─── Dataset content

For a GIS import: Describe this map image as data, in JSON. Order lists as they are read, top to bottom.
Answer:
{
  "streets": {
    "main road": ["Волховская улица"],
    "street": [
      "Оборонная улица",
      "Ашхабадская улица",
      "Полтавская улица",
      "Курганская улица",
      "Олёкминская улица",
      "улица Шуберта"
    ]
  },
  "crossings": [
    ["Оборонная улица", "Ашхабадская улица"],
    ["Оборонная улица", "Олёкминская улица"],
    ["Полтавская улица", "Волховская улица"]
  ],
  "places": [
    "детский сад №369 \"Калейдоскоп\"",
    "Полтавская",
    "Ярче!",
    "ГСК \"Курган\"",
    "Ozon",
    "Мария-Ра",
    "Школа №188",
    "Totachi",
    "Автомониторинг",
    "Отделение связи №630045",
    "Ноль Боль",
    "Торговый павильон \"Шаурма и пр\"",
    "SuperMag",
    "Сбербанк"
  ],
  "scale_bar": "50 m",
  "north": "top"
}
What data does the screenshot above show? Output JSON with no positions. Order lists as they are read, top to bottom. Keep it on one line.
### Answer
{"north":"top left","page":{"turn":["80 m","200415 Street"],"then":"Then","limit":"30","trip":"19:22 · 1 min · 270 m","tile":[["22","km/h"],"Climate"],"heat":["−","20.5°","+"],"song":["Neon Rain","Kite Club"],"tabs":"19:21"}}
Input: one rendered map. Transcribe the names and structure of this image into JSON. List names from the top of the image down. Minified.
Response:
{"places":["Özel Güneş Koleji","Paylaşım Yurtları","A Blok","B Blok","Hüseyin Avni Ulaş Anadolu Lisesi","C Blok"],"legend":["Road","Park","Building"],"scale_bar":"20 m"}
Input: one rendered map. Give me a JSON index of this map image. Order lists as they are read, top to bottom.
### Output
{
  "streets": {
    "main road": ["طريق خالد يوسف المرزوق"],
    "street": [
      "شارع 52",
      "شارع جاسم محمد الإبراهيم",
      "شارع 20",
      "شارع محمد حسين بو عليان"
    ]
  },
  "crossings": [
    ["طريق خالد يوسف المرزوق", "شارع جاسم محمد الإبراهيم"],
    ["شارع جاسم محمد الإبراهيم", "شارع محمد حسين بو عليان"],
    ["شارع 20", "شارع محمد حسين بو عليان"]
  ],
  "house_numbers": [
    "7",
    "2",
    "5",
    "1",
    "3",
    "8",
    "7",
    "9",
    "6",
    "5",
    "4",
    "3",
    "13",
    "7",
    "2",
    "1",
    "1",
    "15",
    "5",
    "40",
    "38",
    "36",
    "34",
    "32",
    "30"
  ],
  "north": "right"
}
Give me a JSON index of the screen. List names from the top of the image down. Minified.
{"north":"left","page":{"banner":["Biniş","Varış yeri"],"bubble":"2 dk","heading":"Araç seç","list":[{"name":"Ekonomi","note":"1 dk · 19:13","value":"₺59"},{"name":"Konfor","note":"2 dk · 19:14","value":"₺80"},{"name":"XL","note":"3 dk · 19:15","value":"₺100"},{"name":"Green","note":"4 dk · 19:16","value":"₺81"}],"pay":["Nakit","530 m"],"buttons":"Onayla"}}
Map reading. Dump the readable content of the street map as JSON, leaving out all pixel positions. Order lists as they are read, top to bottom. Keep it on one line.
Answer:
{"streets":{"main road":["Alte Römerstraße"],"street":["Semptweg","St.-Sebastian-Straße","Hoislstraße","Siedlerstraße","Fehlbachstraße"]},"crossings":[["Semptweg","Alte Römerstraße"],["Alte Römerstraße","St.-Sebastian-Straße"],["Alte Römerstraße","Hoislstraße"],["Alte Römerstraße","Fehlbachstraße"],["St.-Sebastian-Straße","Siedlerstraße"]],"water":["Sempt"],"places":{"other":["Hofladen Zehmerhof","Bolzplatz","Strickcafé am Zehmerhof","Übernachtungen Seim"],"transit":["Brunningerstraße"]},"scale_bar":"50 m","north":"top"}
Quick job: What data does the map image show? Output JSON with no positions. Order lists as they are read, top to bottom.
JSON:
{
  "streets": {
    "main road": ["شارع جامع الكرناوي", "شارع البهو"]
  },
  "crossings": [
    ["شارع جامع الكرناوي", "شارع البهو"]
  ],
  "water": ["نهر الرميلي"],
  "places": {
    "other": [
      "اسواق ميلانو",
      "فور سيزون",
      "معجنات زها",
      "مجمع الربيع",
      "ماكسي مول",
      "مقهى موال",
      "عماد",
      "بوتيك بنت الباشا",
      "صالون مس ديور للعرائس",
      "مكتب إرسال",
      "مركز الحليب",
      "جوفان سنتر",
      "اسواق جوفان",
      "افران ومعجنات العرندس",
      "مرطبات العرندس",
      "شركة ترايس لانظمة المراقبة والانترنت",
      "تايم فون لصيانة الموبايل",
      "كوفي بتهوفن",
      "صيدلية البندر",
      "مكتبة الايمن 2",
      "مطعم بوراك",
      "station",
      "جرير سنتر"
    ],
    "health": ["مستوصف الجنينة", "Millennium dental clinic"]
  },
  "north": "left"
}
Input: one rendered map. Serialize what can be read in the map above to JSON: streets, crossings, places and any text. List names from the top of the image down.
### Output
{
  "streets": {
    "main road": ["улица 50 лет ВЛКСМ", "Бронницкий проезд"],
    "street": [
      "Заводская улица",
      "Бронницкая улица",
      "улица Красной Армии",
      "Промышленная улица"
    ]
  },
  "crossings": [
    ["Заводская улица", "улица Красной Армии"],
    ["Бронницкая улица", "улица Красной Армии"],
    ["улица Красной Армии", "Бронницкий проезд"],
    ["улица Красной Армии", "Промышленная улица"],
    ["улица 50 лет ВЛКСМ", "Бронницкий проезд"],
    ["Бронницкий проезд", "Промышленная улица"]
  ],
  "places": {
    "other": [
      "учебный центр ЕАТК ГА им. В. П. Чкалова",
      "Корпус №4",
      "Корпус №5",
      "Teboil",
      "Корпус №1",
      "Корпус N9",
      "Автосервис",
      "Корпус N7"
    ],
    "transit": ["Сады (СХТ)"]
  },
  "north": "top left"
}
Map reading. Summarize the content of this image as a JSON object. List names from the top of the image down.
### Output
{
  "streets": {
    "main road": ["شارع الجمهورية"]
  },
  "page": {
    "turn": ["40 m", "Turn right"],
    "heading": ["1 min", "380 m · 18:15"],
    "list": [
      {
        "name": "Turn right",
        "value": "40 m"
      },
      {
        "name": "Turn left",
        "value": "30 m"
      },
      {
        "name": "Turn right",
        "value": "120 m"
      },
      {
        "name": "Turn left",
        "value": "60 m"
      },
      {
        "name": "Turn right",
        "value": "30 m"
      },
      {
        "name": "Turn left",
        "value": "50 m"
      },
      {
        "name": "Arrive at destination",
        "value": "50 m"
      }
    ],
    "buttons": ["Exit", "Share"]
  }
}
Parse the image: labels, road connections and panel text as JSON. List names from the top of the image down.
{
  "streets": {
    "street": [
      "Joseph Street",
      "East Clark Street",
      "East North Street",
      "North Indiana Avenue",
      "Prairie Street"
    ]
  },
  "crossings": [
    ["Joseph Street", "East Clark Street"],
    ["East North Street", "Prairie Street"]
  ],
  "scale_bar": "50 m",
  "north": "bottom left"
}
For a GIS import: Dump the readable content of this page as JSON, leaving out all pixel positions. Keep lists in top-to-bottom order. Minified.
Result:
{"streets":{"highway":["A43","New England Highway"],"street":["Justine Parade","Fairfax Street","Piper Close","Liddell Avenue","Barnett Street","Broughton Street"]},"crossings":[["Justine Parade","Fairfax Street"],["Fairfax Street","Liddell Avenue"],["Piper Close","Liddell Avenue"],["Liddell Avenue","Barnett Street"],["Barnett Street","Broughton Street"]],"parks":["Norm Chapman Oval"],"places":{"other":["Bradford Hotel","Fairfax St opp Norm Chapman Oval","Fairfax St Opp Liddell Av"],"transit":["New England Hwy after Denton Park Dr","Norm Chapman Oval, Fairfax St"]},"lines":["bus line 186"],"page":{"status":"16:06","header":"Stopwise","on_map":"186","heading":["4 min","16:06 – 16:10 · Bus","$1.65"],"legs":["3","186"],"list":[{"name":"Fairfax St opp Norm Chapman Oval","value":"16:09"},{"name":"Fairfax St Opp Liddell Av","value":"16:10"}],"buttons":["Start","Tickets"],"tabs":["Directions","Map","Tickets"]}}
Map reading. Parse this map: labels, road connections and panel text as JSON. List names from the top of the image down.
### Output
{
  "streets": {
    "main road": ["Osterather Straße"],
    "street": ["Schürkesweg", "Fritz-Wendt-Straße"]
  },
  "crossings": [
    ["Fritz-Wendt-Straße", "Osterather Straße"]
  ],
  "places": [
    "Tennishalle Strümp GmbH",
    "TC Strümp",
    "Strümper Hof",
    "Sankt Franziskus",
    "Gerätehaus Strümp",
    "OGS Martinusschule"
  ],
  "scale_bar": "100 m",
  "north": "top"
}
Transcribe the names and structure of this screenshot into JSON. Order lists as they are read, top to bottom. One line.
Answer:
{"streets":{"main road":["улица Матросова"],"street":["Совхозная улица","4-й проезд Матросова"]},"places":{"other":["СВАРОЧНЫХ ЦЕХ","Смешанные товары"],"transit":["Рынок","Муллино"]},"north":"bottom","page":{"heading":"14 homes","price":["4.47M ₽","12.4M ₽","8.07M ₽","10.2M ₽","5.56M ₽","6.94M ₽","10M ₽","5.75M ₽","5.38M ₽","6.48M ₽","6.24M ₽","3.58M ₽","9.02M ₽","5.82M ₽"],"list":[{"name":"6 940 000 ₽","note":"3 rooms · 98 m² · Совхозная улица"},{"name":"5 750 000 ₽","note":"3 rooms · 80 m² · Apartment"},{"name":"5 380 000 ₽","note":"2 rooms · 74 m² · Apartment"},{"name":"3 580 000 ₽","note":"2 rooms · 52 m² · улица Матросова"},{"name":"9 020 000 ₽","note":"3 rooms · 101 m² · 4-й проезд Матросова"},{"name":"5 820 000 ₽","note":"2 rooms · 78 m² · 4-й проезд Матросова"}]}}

──────

■ **Exercise requirements**:
The answer must consist of every line in the records above that contains the word "import".

■ **Written solution**:
For a GIS import: Describe this map image as data, in JSON. Order lists as they are read, top to bottom.
For a GIS import: Dump the readable content of this page as JSON, leaving out all pixel positions. Keep lists in top-to-bottom order. Minified.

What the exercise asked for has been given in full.